Task item » Keep the text of the data exactly as it is and omit each picture from the copy.

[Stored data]
□ □ □ □ □ □ □

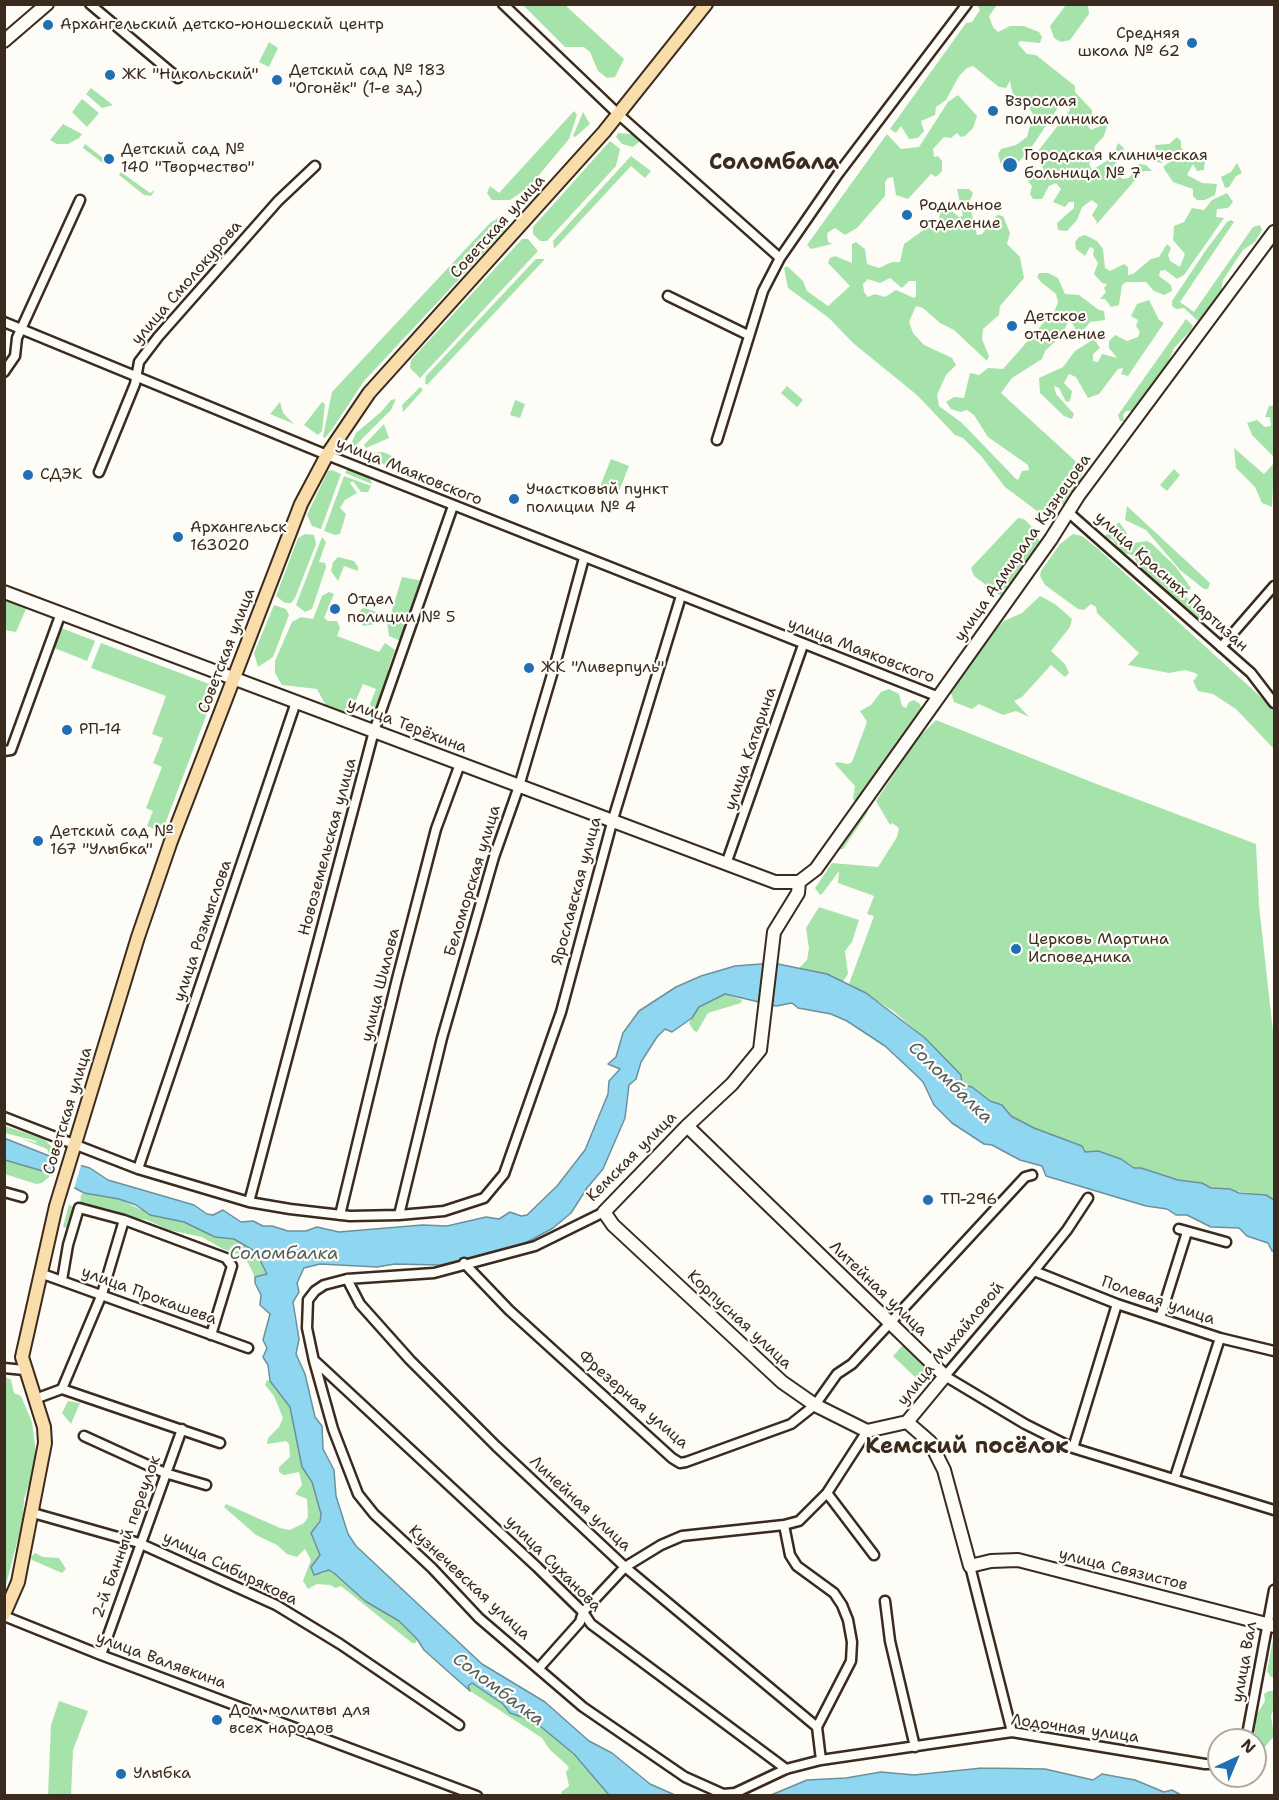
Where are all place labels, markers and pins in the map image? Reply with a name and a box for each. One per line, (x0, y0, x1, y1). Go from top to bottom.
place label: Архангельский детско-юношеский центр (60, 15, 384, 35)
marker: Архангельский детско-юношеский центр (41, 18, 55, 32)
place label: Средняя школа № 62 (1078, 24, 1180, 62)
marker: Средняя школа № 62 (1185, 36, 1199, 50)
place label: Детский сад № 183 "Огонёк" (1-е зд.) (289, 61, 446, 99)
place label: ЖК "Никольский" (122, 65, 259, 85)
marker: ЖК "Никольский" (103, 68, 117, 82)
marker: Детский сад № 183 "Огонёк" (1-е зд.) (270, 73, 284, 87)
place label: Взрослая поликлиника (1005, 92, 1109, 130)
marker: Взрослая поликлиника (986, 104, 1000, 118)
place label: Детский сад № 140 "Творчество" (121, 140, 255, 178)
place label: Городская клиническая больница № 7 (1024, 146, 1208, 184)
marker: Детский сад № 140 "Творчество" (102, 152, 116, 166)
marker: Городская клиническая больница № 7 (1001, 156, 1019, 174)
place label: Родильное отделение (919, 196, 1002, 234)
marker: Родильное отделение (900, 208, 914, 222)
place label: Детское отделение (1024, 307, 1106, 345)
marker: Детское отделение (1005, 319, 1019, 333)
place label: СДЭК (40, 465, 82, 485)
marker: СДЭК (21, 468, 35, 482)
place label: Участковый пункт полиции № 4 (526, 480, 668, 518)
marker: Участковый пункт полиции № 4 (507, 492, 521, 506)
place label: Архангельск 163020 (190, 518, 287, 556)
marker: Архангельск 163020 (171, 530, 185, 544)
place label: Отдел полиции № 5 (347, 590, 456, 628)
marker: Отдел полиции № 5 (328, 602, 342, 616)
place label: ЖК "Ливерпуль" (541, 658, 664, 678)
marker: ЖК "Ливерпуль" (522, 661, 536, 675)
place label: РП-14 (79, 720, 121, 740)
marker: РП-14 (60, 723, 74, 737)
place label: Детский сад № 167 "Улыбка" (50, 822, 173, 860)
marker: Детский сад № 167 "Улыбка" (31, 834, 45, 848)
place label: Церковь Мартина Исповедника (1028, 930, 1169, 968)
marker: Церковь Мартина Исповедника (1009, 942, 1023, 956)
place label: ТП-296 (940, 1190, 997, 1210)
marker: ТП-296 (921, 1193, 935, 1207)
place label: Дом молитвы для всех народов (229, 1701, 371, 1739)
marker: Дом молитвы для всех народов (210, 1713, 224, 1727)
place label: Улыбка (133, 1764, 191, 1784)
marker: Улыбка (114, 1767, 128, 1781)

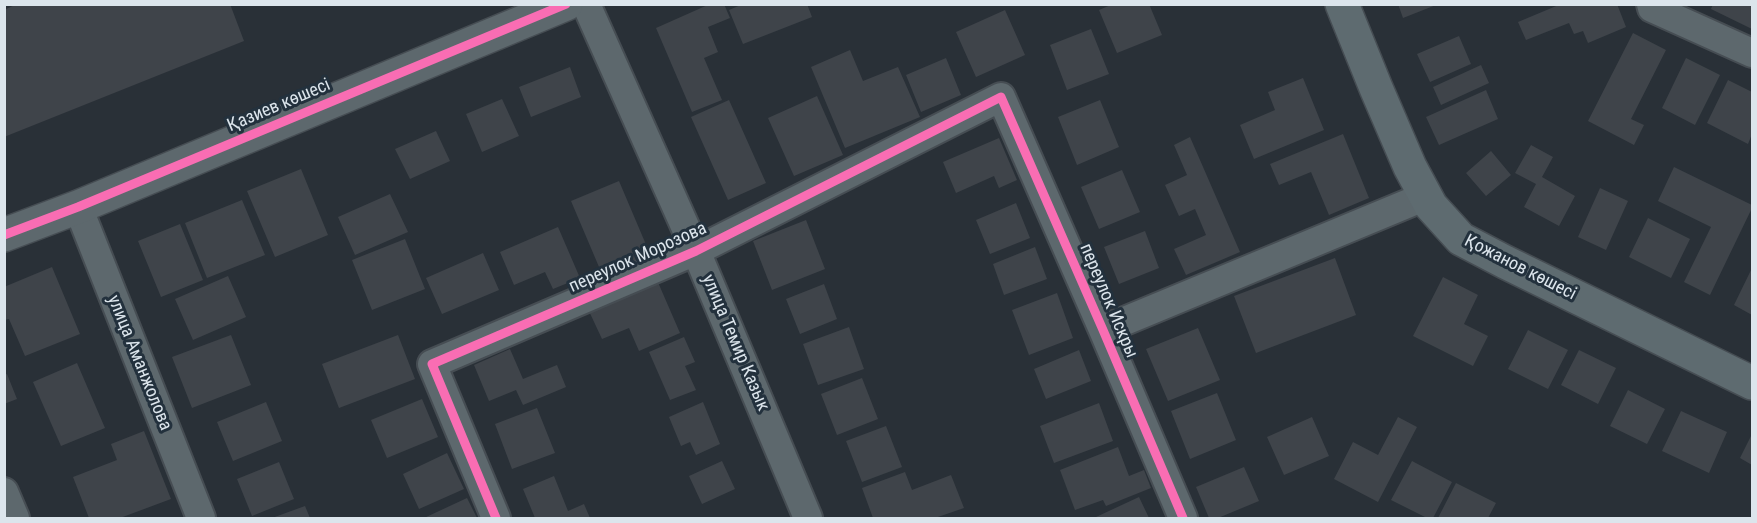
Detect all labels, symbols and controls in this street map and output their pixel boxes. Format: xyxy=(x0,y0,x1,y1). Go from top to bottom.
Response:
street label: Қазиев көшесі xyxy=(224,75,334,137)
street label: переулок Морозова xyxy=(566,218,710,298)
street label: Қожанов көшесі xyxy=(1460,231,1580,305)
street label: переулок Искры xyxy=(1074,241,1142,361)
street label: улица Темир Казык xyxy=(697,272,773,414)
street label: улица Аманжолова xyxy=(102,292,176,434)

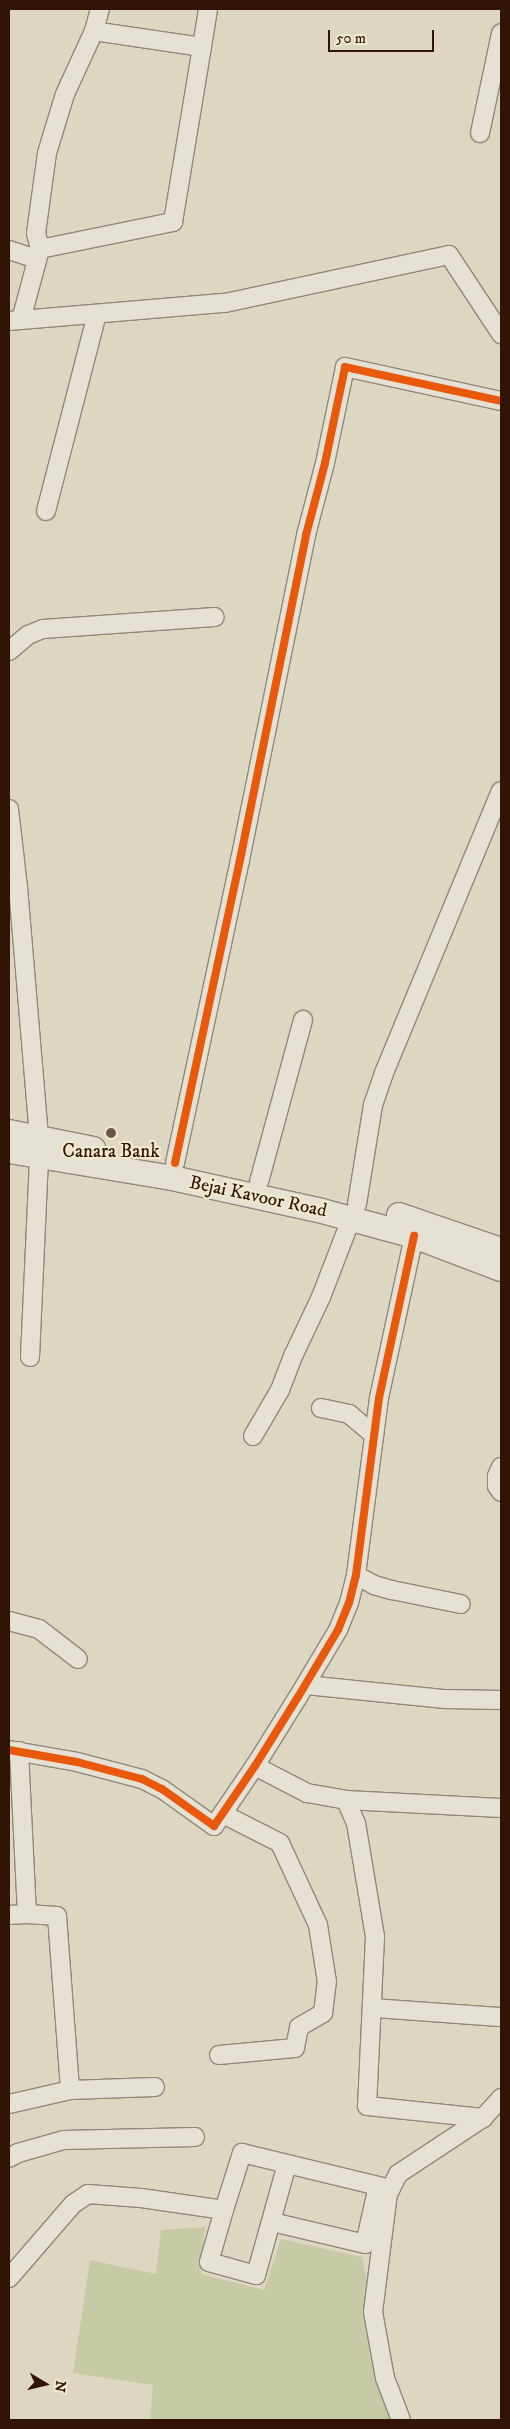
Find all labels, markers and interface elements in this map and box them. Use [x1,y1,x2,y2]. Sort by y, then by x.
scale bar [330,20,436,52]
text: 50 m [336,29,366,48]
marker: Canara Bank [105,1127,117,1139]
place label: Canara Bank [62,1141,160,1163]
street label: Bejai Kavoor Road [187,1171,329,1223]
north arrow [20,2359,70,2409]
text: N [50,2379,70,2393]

□ □ □ □ □ □ □

Your solution »
Where are all place labels, markers and pins in the map image? Reply with a name and a box for each. One per line, (x0, y0, x1, y1). Go from top to bottom.
place label: Архангельский детско-юношеский центр (60, 15, 384, 35)
marker: Архангельский детско-юношеский центр (41, 18, 55, 32)
place label: Средняя школа № 62 (1078, 24, 1180, 62)
marker: Средняя школа № 62 (1185, 36, 1199, 50)
place label: Детский сад № 183 "Огонёк" (1-е зд.) (289, 61, 446, 99)
place label: ЖК "Никольский" (122, 65, 259, 85)
marker: ЖК "Никольский" (103, 68, 117, 82)
marker: Детский сад № 183 "Огонёк" (1-е зд.) (270, 73, 284, 87)
place label: Взрослая поликлиника (1005, 92, 1109, 130)
marker: Взрослая поликлиника (986, 104, 1000, 118)
place label: Детский сад № 140 "Творчество" (121, 140, 255, 178)
place label: Городская клиническая больница № 7 (1024, 146, 1208, 184)
marker: Детский сад № 140 "Творчество" (102, 152, 116, 166)
marker: Городская клиническая больница № 7 (1001, 156, 1019, 174)
place label: Родильное отделение (919, 196, 1002, 234)
marker: Родильное отделение (900, 208, 914, 222)
place label: Детское отделение (1024, 307, 1106, 345)
marker: Детское отделение (1005, 319, 1019, 333)
place label: СДЭК (40, 465, 82, 485)
marker: СДЭК (21, 468, 35, 482)
place label: Участковый пункт полиции № 4 (526, 480, 668, 518)
marker: Участковый пункт полиции № 4 (507, 492, 521, 506)
place label: Архангельск 163020 (190, 518, 287, 556)
marker: Архангельск 163020 (171, 530, 185, 544)
place label: Отдел полиции № 5 (347, 590, 456, 628)
marker: Отдел полиции № 5 (328, 602, 342, 616)
place label: ЖК "Ливерпуль" (541, 658, 664, 678)
marker: ЖК "Ливерпуль" (522, 661, 536, 675)
place label: РП-14 (79, 720, 121, 740)
marker: РП-14 (60, 723, 74, 737)
place label: Детский сад № 167 "Улыбка" (50, 822, 173, 860)
marker: Детский сад № 167 "Улыбка" (31, 834, 45, 848)
place label: Церковь Мартина Исповедника (1028, 930, 1169, 968)
marker: Церковь Мартина Исповедника (1009, 942, 1023, 956)
place label: ТП-296 (940, 1190, 997, 1210)
marker: ТП-296 (921, 1193, 935, 1207)
place label: Дом молитвы для всех народов (229, 1701, 371, 1739)
marker: Дом молитвы для всех народов (210, 1713, 224, 1727)
place label: Улыбка (133, 1764, 191, 1784)
marker: Улыбка (114, 1767, 128, 1781)

Detect all labels, symbols and controls in this street map and output their pixel boxes. Format: xyxy=(x0,y0,x1,y1). Go from top to bottom.
Response:
street label: Қазиев көшесі xyxy=(224,75,334,137)
street label: переулок Морозова xyxy=(566,218,710,298)
street label: Қожанов көшесі xyxy=(1460,231,1580,305)
street label: переулок Искры xyxy=(1074,241,1142,361)
street label: улица Темир Казык xyxy=(697,272,773,414)
street label: улица Аманжолова xyxy=(102,292,176,434)

Find all labels, markers and interface elements in this map and box them. Use [x1,y1,x2,y2]. Sort by y, then by x.
scale bar [330,20,436,52]
text: 50 m [336,29,366,48]
marker: Canara Bank [105,1127,117,1139]
place label: Canara Bank [62,1141,160,1163]
street label: Bejai Kavoor Road [187,1171,329,1223]
north arrow [20,2359,70,2409]
text: N [50,2379,70,2393]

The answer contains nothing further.